If a line of the records contains the word "hidden", list it.
##### THE DATA #####
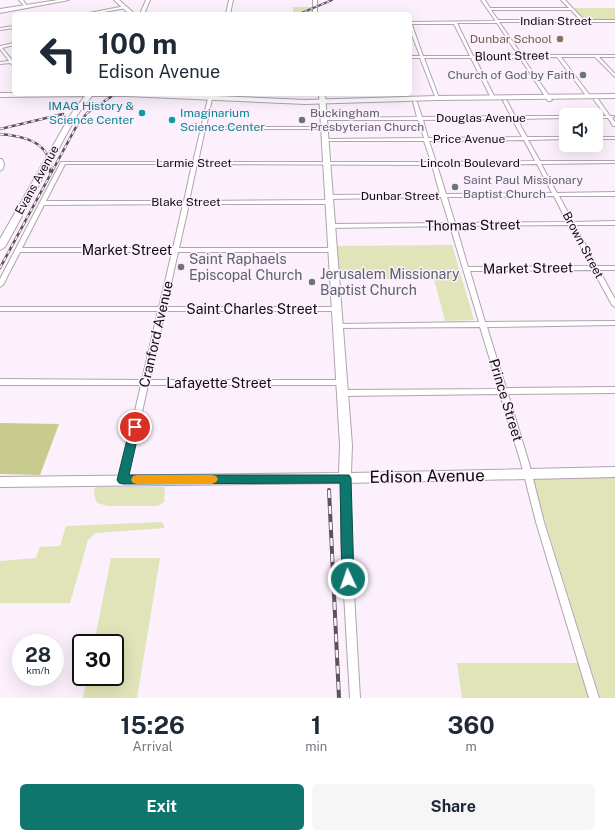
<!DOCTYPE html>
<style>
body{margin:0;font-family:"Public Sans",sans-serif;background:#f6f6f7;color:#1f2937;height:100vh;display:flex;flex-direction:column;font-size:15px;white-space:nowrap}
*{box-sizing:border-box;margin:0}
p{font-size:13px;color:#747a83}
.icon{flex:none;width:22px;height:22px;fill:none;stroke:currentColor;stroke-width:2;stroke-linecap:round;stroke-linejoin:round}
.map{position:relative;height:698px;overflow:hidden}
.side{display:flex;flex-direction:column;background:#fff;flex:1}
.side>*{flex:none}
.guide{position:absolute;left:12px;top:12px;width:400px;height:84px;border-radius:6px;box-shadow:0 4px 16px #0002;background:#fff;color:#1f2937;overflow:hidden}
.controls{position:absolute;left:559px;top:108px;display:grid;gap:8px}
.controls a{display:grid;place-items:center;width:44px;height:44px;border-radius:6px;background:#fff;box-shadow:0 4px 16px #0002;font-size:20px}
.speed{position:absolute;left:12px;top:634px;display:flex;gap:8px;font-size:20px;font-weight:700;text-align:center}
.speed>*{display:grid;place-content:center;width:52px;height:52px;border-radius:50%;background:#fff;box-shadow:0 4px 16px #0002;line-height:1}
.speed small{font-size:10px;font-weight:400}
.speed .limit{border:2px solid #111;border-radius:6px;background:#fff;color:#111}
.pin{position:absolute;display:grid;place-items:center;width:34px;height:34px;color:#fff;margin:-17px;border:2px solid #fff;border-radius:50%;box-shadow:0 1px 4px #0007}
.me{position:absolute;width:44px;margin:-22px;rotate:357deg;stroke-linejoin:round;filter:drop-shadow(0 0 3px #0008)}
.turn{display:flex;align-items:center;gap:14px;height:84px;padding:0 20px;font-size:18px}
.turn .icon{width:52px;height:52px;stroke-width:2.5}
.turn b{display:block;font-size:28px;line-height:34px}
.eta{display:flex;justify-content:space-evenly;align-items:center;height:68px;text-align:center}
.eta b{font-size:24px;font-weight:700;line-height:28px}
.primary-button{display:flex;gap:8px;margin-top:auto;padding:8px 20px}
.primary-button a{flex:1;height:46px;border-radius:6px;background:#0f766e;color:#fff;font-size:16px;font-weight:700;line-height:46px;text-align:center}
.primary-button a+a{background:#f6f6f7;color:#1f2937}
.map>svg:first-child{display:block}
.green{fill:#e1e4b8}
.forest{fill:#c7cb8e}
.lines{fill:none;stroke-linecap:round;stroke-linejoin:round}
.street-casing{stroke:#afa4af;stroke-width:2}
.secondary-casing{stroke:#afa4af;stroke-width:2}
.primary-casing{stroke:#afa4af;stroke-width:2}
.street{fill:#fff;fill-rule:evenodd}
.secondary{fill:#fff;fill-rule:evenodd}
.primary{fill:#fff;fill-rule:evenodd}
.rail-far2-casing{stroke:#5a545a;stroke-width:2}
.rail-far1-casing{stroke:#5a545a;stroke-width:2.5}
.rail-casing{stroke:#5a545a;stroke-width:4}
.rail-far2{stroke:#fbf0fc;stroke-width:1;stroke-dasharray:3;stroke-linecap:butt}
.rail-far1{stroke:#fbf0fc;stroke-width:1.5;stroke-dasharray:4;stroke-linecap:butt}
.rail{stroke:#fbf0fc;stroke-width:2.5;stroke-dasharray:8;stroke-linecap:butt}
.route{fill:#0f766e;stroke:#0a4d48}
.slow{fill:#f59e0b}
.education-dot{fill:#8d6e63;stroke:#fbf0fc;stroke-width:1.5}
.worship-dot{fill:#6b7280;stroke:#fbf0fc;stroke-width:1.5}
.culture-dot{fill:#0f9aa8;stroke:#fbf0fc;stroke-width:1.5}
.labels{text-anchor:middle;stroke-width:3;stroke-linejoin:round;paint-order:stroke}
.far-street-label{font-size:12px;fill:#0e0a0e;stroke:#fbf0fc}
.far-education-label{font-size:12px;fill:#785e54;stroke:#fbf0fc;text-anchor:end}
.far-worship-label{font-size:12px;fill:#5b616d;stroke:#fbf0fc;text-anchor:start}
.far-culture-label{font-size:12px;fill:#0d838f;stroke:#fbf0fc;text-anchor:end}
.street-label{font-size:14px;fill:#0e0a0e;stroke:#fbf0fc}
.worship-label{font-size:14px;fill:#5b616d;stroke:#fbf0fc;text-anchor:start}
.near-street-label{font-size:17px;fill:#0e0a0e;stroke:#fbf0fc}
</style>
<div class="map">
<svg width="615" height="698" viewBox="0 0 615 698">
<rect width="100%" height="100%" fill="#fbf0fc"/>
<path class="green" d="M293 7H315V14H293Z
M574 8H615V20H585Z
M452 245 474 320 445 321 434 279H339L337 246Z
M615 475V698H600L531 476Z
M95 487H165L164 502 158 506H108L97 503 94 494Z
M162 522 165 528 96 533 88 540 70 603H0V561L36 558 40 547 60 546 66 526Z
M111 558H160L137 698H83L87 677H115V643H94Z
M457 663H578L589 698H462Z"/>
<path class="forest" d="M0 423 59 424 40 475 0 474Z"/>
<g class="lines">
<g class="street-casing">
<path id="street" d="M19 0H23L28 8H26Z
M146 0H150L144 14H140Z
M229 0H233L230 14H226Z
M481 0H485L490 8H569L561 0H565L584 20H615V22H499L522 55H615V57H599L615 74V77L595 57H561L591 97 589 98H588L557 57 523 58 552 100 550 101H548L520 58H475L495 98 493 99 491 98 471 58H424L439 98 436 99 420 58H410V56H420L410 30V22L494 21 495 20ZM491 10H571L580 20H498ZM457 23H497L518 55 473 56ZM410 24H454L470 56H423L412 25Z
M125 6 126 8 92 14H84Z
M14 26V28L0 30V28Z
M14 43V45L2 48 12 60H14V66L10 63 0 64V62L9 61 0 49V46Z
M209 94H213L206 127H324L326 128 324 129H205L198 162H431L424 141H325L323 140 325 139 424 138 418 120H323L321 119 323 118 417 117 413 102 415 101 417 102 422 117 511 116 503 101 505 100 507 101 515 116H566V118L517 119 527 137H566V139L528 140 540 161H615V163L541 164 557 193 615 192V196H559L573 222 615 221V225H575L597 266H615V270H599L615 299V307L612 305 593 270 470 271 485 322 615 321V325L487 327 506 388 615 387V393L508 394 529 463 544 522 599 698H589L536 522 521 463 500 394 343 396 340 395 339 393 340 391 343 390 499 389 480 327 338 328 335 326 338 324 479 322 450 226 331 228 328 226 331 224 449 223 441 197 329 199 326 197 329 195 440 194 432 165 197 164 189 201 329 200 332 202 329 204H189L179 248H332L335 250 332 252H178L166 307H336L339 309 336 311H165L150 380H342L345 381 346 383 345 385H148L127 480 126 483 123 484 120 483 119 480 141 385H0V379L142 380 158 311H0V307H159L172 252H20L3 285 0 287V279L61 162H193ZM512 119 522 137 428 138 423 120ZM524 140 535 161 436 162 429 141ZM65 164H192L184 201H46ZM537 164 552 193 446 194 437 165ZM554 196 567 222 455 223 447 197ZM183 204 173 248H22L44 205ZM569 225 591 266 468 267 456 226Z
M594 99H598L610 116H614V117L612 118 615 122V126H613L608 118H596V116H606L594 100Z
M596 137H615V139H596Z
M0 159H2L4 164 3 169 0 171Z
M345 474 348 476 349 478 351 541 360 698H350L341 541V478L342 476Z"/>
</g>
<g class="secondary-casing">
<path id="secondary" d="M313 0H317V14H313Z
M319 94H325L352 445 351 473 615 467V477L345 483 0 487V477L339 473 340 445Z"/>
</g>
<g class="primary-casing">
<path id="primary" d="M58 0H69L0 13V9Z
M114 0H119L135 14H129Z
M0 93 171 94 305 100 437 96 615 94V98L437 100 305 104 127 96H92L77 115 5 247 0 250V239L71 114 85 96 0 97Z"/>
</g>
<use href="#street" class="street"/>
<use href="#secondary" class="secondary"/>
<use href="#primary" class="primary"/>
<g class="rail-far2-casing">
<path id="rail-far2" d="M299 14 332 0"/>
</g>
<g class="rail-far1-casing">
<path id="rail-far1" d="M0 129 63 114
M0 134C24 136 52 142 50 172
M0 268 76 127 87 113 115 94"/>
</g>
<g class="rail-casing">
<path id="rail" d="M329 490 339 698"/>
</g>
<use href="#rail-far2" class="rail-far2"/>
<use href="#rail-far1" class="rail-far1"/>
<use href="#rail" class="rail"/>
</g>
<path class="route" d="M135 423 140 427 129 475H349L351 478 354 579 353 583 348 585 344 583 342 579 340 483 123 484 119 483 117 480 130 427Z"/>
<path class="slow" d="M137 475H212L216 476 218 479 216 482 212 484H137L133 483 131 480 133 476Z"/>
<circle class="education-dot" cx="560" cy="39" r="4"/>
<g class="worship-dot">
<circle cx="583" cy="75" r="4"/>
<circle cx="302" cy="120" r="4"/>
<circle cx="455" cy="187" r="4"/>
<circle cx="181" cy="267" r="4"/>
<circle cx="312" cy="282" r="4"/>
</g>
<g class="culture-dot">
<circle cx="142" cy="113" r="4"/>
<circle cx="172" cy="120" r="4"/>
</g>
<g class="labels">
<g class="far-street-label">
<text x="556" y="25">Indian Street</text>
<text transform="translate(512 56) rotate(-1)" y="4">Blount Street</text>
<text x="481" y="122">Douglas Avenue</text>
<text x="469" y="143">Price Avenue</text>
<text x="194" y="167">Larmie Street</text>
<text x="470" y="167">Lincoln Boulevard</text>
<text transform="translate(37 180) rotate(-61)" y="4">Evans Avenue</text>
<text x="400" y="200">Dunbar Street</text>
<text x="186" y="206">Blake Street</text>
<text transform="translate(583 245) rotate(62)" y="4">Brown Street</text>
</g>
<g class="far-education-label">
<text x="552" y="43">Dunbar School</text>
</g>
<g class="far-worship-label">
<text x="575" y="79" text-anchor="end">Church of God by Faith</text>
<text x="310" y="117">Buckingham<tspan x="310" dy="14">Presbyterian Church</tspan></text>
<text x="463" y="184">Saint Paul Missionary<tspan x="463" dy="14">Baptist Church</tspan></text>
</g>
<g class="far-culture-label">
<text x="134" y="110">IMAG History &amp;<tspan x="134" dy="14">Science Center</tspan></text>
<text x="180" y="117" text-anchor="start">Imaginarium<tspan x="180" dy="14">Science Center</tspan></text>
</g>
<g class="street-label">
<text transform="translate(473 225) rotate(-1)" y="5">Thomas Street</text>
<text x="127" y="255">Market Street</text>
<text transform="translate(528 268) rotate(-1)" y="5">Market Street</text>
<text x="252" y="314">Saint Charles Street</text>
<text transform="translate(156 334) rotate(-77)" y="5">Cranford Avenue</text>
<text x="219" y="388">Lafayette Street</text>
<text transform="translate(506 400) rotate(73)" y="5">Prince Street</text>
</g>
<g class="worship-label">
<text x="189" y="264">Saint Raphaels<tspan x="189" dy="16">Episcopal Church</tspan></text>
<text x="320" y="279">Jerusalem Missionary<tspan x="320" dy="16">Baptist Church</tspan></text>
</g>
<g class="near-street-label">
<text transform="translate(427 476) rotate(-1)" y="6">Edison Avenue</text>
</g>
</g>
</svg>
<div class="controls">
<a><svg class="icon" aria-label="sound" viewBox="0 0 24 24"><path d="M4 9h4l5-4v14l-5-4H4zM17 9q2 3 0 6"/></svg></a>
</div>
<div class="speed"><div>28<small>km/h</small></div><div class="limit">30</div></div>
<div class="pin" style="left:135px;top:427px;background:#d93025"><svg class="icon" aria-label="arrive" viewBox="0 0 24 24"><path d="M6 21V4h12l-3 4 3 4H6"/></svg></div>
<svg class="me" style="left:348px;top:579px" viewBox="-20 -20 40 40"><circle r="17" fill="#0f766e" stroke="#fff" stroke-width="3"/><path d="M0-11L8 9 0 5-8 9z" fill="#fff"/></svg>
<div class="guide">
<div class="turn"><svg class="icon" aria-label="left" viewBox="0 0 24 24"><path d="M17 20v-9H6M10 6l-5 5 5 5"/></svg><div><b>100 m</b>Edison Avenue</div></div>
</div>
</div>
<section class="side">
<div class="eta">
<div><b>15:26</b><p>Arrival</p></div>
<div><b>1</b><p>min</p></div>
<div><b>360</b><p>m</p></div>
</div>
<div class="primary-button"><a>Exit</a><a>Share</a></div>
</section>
#####
RESPONSE TO THE EXERCISE:
.map{position:relative;height:698px;overflow:hidden}
.guide{position:absolute;left:12px;top:12px;width:400px;height:84px;border-radius:6px;box-shadow:0 4px 16px #0002;background:#fff;color:#1f2937;overflow:hidden}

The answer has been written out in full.